The Connected Customer
Part 6 | The automatic execution strategy
Blogs in this series
Part 6: The Automatic Execution Strategy
The third connected strategy
In this sixth blog in the series, we take a look at the automatic execution strategy companies can adopt to build much deeper relationships with customers. This strategy is one of four connected strategies taken from the 2019 book "Connected Strategy” by Siggelkow and Terwisch.
The automatic execution strategy
Where the coach behaviour strategy is described as being somewhat parental, the final strategy “Automatic Execution”, takes us into Big Brother territory and can only be used sparingly.
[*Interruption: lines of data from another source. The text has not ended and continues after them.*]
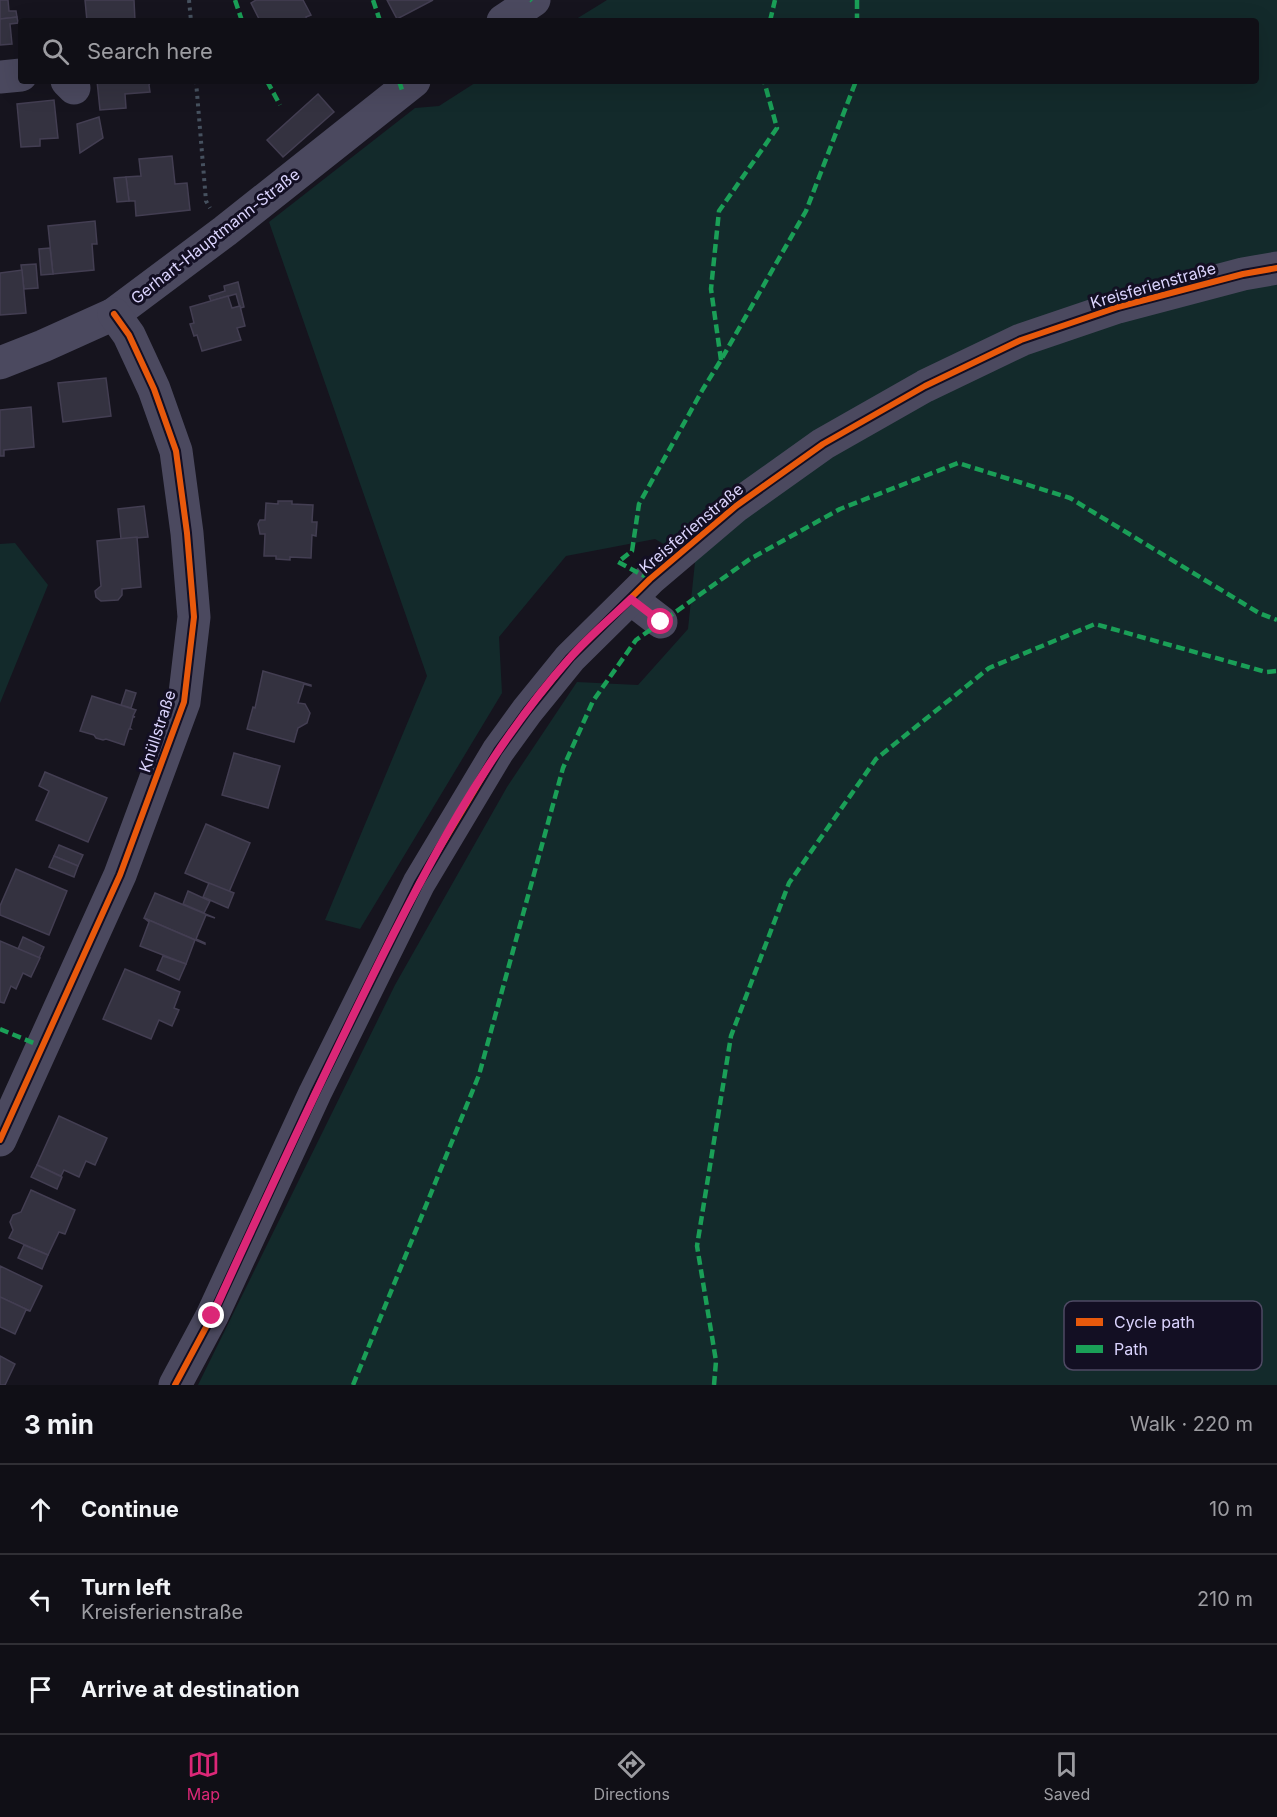 <!DOCTYPE html>
<meta charset="utf-8">
<style>
:root{--surface:#100f16;--page:#1e1d23;--text:#f1f3f6;--muted:#9c9ca1;--line:#302f35;--accent:#db2777}
body{margin:0;font-family:Inter,sans-serif;background:var(--page);color:var(--text)}
.stop{position:absolute;width:18px;height:18px;margin:-14px;border:4px solid #db2777;border-radius:50%;background:#fff}
.stop.end{background:#db2777;border-color:#fff;box-shadow:0 2px 6px #0008}
.list{margin:0;padding:0;list-style:none}
h2{display:flex;justify-content:space-between;align-items:center;height:78px;margin:0;padding:0 24px;font-size:26px}
h2 small{font-size:20px;font-weight:400;color:var(--muted)}
.list li{display:grid;grid-template-columns:39px 1fr auto;gap:18px;align-items:center;box-sizing:border-box;height:90px;padding:0 24px;border-top:2px solid var(--line)}
.list b{display:block;font-size:22px;white-space:nowrap}
.list p{margin:0;font-size:20px;white-space:nowrap;color:var(--muted)}
.list em{font-size:20px;font-style:normal;color:var(--muted)}
.icon{flex:none;width:33px;height:33px;fill:none;stroke:currentColor;stroke-width:2;stroke-linecap:round;stroke-linejoin:round}
.map{position:relative;flex:none;width:1277px;height:1385px;overflow:hidden}
.search{position:absolute;background:var(--surface);box-shadow:0 6px 24px #0002;left:18px;right:18px;top:18px;height:66px;display:flex;align-items:center;gap:15px;box-sizing:border-box;padding:0 21px;border-radius:6px;color:var(--muted);font-size:22px}
.sheet{height:348px;background:var(--surface)}
nav{display:flex;justify-content:space-around;align-items:center;box-sizing:border-box;height:84px;border-top:2px solid var(--line);background:var(--surface);font-size:16px;color:var(--muted)}
nav a{display:grid;justify-items:center;gap:3px}
nav .on{color:var(--accent)}
.map>svg:first-child{display:block}
.green{fill:#132a2b}
.building{fill:#343240;stroke:#433e52;stroke-width:1.5}
.lines{fill:none;stroke-linecap:round;stroke-linejoin:round}
.path{stroke:#46515f;stroke-width:4;stroke-dasharray:3 4.5;stroke-linecap:butt}
.minor{stroke:#4b495f;stroke-width:33}
.quiet{stroke:#1a9f57;stroke-width:4.5;stroke-dasharray:9 4.5;stroke-linecap:butt}
.cycleway-casing{stroke:#130f23;stroke-width:10}
.cycleway{stroke:#e8590c;stroke-width:6}
.route{stroke:#db2777;stroke-width:8}
.labels{text-anchor:middle;dominant-baseline:central;stroke-width:6;stroke-linejoin:round;paint-order:stroke}
.street-label{font-size:16px;fill:#dad3fd;stroke:#130f23}
.key{fill:#130f23;stroke:#4f4a64;stroke-width:1.5}
.key-label{font-size:16px;fill:#dad3fd}
</style>
<div class="map">
<svg width="1277" height="1385" viewBox="0 0 1277 1385">
<rect width="100%" height="100%" fill="#16141e"/>
<g class="green">
<polygon points="607,0 1277,0 1277,1385 198,1385 395,985 507,787 577,682 638,685 688,629 695,562 655,539 566,556 499,637 502,693 360,929 325,920 427,676 269,222 415,108 439,106 478,81 1256,81 1256,21 573,21"/>
<polygon points="15,543 48,585 0,703 0,544"/>
</g>
<g class="building">
<polygon points="0,0 8,0 9,11 16,11 17,17 0,19"/>
<polygon points="85,0 134,0 135,21 87,21"/>
<polygon points="256,0 303,0 311,15 306,17 307,21 255,21 259,19 251,3"/>
<polygon points="387,0 433,0 397,19"/>
<polygon points="17,17 18,23 10,24 12,44 0,45 0,19"/>
<polygon points="97,81 151,81 149,85 150,92 125,94 126,108 100,110"/>
<polygon points="318,94 334,112 283,157 267,140"/>
<polygon points="54,100 58,138 40,139 40,146 21,147 17,104"/>
<polygon points="99,117 103,138 80,153 77,124"/>
<polygon points="172,156 175,184 187,183 190,210 136,216 135,201 129,201 126,177 141,176 139,159"/>
<polygon points="126,177 129,201 117,202 114,178"/>
<polygon points="95,221 97,244 92,244 94,270 53,274 48,226"/>
<polygon points="50,248 53,274 41,275 39,249"/>
<polygon points="36,264 38,288 24,289 21,265"/>
<polygon points="22,270 26,313 0,315 0,273"/>
<polygon points="238,282 244,307 240,308 236,294 211,301 209,296 225,291 224,286"/>
<polygon points="228,296 232,308 240,306 245,326 237,328 241,340 202,351 197,335 194,336 190,324 194,323 190,307"/>
<polygon points="106,378 111,416 63,422 58,383"/>
<polygon points="31,407 34,447 4,450 4,456 0,456 0,410"/>
<polygon points="278,501 292,501 292,504 313,505 312,522 317,522 316,536 312,535 311,558 290,557 290,560 276,559 276,556 264,556 265,534 260,534 258,524 260,520 265,520 266,503 278,504"/>
<polygon points="144,506 148,537 121,539 118,509"/>
<polygon points="137,537 141,587 122,589 122,595 118,600 101,601 96,597 95,591 101,586 97,541"/>
<polygon points="263,671 311,685 311,686 304,684 298,703 305,704 310,713 307,723 298,728 294,742 247,729 253,707 255,708"/>
<polygon points="126,690 136,693 131,708 121,705"/>
<polygon points="92,696 136,710 133,716 135,717 133,717 130,728 131,729 129,729 124,745 106,739 103,740 96,738 94,735 80,731"/>
<polygon points="234,753 280,766 268,808 222,795"/>
<polygon points="45,772 107,798 88,842 36,820 49,791 39,786"/>
<polygon points="206,824 250,843 229,892 185,873"/>
<polygon points="59,845 83,855 78,866 54,856"/>
<polygon points="54,856 78,866 74,877 49,867"/>
<polygon points="16,869 67,891 49,935 0,915 0,906"/>
<polygon points="209,883 234,893 228,908 203,897"/>
<polygon points="188,891 210,901 204,913 183,904"/>
<polygon points="155,893 215,918 206,915 196,939 205,943 205,944 144,918"/>
<polygon points="144,918 195,940 186,964 140,946 149,922"/>
<polygon points="23,937 44,947 39,958 18,949"/>
<polygon points="0,941 40,958 31,977 23,973 16,989 11,986 4,1003 0,1002"/>
<polygon points="163,956 186,964 179,980 157,970"/>
<polygon points="125,969 180,992 174,1008 179,1010 172,1026 159,1020 151,1039 103,1019"/>
<polygon points="59,1116 107,1138 95,1165 86,1161 79,1177 64,1170 61,1176 37,1165"/>
<polygon points="37,1165 62,1177 57,1189 31,1177"/>
<polygon points="31,1190 75,1210 65,1234 59,1232 48,1255 9,1238 13,1230 10,1222 13,1215 21,1212"/>
<polygon points="24,1245 48,1255 42,1269 18,1258"/>
<polygon points="0,1266 42,1286 30,1311 0,1297"/>
<polygon points="0,1297 30,1311 26,1310 15,1334 0,1327"/>
<polygon points="0,1356 15,1364 5,1385 0,1385"/>
</g>
<g class="lines">
<g class="path">
<polyline points="189,0 191,21"/>
<polyline points="196,81 206,201 210,208"/>
</g>
<g class="minor">
<polyline points="503,21 534,0"/>
<polyline points="0,77 21,75"/>
<polyline points="67,81 74,88"/>
<polyline points="0,363 43,346 114,314 225,231 414,81"/>
<polyline points="631,599 661,622"/>
<polyline points="0,1140 120,875 184,702 194,617 187,533 176,451 154,389 129,335 114,314"/>
<polyline points="175,1385 212,1316 315,1093 419,883 498,751 527,711 570,658 650,579 736,506 823,444 925,386 1021,340 1118,307 1243,274 1277,268"/>
</g>
<g class="quiet">
<polyline points="235,0 242,21"/>
<polyline points="373,0 380,21"/>
<polyline points="531,0 532,1"/>
<polyline points="857,0 857,21"/>
<polyline points="770,21 775,0"/>
<polyline points="267,81 280,105"/>
<polyline points="399,81 402,90"/>
<polyline points="721,360 711,289 719,211 777,128 764,81"/>
<polyline points="650,579 618,562 632,551 639,504 703,389 721,360 806,211 856,81"/>
<polyline points="0,1029 43,1047"/>
<polyline points="353,1385 479,1075 563,768 593,701 636,640 750,559 840,509 958,463 1070,498 1259,613 1277,620"/>
<polyline points="714,1385 716,1361 697,1246 731,1036 789,883 876,759 989,668 1095,624 1266,672 1277,671"/>
</g>
<g class="cycleway-casing">
<g id="cycleway">
<polyline points="0,1140 120,875 184,702 194,617 187,533 176,451 154,389 129,335 114,314"/>
<polyline points="175,1385 212,1316 315,1093 419,883 498,751 527,711 570,658 650,579 736,506 823,444 925,386 1021,340 1118,307 1243,274 1277,268"/>
</g>
</g>
<use href="#cycleway" class="cycleway"/>
</g>
<g class="lines">
<path class="route" d="M212,1316C263,1204 315,1093 369,983C425,869 485,754 569,659C588,637 611,618 631,599L661,622"/>
</g>
<g class="labels">
<g class="street-label">
<text transform="translate(215 236) rotate(-38)">Gerhart-Hauptmann-Straße</text>
<text transform="translate(1153 285) rotate(-16)">Kreisferienstraße</text>
<text transform="translate(691 528) rotate(-40)">Kreisferienstraße</text>
<text transform="translate(157 731) rotate(-72)">Knüllstraße</text>
</g>
</g>
<rect x="1064" y="1301" width="198" height="69" rx="9" class="key"/>
<rect x="1076" y="1318" width="27" height="8" fill="#e8590c"/>
<rect x="1076" y="1345" width="27" height="8" fill="#1a9f57"/>
<g class="key-label">
<text x="1114" y="1328">Cycle path</text>
<text x="1114" y="1355">Path</text>
</g>
</svg>
<div class="stop" style="left:661px;top:622px"></div>
<div class="stop end" style="left:212px;top:1316px"></div>
<div class="search"><svg class="icon" aria-label="search" viewBox="0 0 24 24"><circle cx="10" cy="10" r="6"/><path d="M15 15l6 6"/></svg>Search here</div>
</div>
<section class="sheet">
<h2>3 min<small>Walk · 220 m</small></h2>
<ul class="list">
<li><svg class="icon" aria-label="ahead" viewBox="0 0 24 24"><path d="M12 20V5M6 11l6-6 6 6"/></svg><div><b>Continue</b></div><em>10 m</em></li>
<li><svg class="icon" aria-label="left" viewBox="0 0 24 24"><path d="M17 20v-9H6M10 6l-5 5 5 5"/></svg><div><b>Turn left</b><p>Kreisferienstraße</p></div><em>210 m</em></li>
<li><svg class="icon" aria-label="arrive" viewBox="0 0 24 24"><path d="M6 21V4h12l-3 4 3 4H6"/></svg><div><b>Arrive at destination</b></div></li>
</ul>
</section>
<nav>
<a class="on"><svg class="icon" aria-label="map" viewBox="0 0 24 24"><path d="M3 6l6-2 6 2 6-2v14l-6 2-6-2-6 2zM9 4v14M15 6v14"/></svg>Map</a>
<a><svg class="icon" aria-label="directions" viewBox="0 0 24 24"><path d="M12 3l9 9-9 9-9-9zM9 14v-3h6M13 9l2 2-2 2"/></svg>Directions</a>
<a><svg class="icon" aria-label="saved" viewBox="0 0 24 24"><path d="M7 4h10v16l-5-4-5 4z"/></svg>Saved</a>
</nav>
This strategy is outlined in the diagram below.
Diagram from "Connected Strategy” by Siggelkow and Terwisch.
How does the automatic execution strategy work?
Meeting customer needs before they become aware of them
For the automatic execution strategy, the organisation controls the process almost completely. To explain the strategy let’s return to the printer examples we used for earlier strategies. Previously, the customer was notified that she was low on ink and decided whether or not to order more. For the automatic execution strategy, the printer instead notifies the manufacturer that the printer is low on ink and automatically sends the ink to the customer.
As the internet of things (IOT) grows, we will increasingly have sensors and devices monitoring our lives and the automatic execution strategy is likely to grow. We are seeing this strategy in the automotive industry through monitored cars, and in the appliance industry where our fridges can now reorder our groceries.
This is a very powerful strategy but should be used sparingly.
It also fits with adopting a long term strategy that focuses on customers. At Symphony3 we highly recommend customer-led transformation tied closely to business outcomes, with consideration given to both the short-term and long-term. This contrasts with much of the technology-first transformation in the marketplace at the moment, where customer needs and business outcomes are becoming an afterthought.